Чернобородый перестает жевать и мрачно бубнит:

— Ты голову положи, он ее съест, не подавится — красная зараза. — И долго матерно ругается.

— Сволочи, — хриплю я.

— Вот, вот, сволочи, сволочи! — вскрикивает радостно конвоир. — Мне ж и легче будет. Но ты-то тоже не святой — две людские жизни унес. Вот! Посмотри, — он метнулся к телеге, откинул брезент, и я увидел две пары ног — одни в грубых сапогах с потертыми подковами, другие в щегольских, с вытянутыми носами, будто их хозяин стоял на цыпочках. — Это твои! Это ты их успокоил! Эти к тебе придут, — скороговорил он, держа брезент и юродиво улыбаясь.

— Веди, — рявкнул бородач. — Гахман ждет.

— Идем, идем — распевает конвоир. — Я тебе сигарку в палец сверну, — и разворачивает кисет.

Я двинулся к школе и только теперь заметил, что ноги босы, кто-то снял мои заморские ботинки. Когда ж поравнялись с «черными», конвоир направил палец на офицера, музыкально вскрикнул:

— Руссиш летчик! Цвай зондер солдат пиф-паф, пиф-паф!

Немец посмотрел на телегу, на чернобородого, спокойно жующего над мертвецами. Затем поизучал меня из-под каски глазами-амбразурками, внимательно и серьезно. Подростки перестали отряхивать пыль и, держась за винтовки, тянули в любопытстве цыплячьи шеи — на лицах почтение и страх. Офицер перевел взгляд на цигарку в руках конвоира, которую тот обильно слюнил, и рявкнул:

— Бросить сигаретен! Следователь будет давать сигаретен, если будет польза. Конвоир идет три шага назад — так говорит устав! Вэк!!
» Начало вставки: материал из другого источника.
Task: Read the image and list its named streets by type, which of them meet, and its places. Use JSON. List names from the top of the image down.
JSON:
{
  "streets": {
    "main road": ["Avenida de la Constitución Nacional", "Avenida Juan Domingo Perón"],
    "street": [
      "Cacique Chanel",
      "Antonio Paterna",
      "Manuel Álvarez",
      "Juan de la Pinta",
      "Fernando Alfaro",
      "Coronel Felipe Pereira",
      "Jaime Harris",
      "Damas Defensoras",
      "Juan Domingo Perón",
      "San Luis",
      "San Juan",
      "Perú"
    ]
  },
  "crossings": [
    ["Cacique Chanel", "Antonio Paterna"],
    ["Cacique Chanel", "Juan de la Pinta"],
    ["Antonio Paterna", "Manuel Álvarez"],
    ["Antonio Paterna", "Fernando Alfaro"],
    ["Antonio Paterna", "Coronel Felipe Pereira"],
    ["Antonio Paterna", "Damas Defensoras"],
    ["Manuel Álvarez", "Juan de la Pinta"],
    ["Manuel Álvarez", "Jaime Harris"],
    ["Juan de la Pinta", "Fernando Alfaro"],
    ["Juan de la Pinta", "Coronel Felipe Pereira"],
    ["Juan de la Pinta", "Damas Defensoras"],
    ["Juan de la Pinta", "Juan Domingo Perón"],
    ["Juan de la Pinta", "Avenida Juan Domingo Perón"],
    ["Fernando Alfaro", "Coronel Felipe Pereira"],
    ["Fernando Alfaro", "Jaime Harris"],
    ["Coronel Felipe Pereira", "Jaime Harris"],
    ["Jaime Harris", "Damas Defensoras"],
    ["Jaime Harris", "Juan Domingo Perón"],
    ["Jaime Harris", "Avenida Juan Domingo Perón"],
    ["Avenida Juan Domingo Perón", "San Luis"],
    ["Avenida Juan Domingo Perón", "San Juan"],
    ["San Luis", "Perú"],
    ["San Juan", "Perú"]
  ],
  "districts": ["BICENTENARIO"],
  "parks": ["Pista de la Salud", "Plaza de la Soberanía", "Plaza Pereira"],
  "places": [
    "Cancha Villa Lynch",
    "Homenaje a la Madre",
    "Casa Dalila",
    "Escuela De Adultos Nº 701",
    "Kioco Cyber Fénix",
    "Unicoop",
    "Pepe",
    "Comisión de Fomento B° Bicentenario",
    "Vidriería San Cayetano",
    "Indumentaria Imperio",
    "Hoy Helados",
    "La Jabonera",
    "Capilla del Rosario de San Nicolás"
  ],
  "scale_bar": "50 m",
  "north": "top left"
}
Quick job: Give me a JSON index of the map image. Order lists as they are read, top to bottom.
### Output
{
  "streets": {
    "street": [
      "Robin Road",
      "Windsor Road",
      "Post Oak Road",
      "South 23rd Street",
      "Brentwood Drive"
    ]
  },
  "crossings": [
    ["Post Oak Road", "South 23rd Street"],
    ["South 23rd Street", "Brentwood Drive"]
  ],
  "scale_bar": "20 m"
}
Он зубами натянул перчатку и, размахивая пальцем перед носом конвоира, еще что-то долго внушал.

— Яволь! — выкрикивал конвоир, уронив самокрутку.

Неожиданно немец толкнул меня так, что я пробежал до крыльца. Часовой распахнул дверь, и я попал в длинный коридор — окна с мешками песка, приклад пулемета из бойницы. Два солдата разом обернули головы в касках, молча понаблюдали за мной и безразлично отвернулись к окну. Поплыли двери 7 «А», 7 «Б».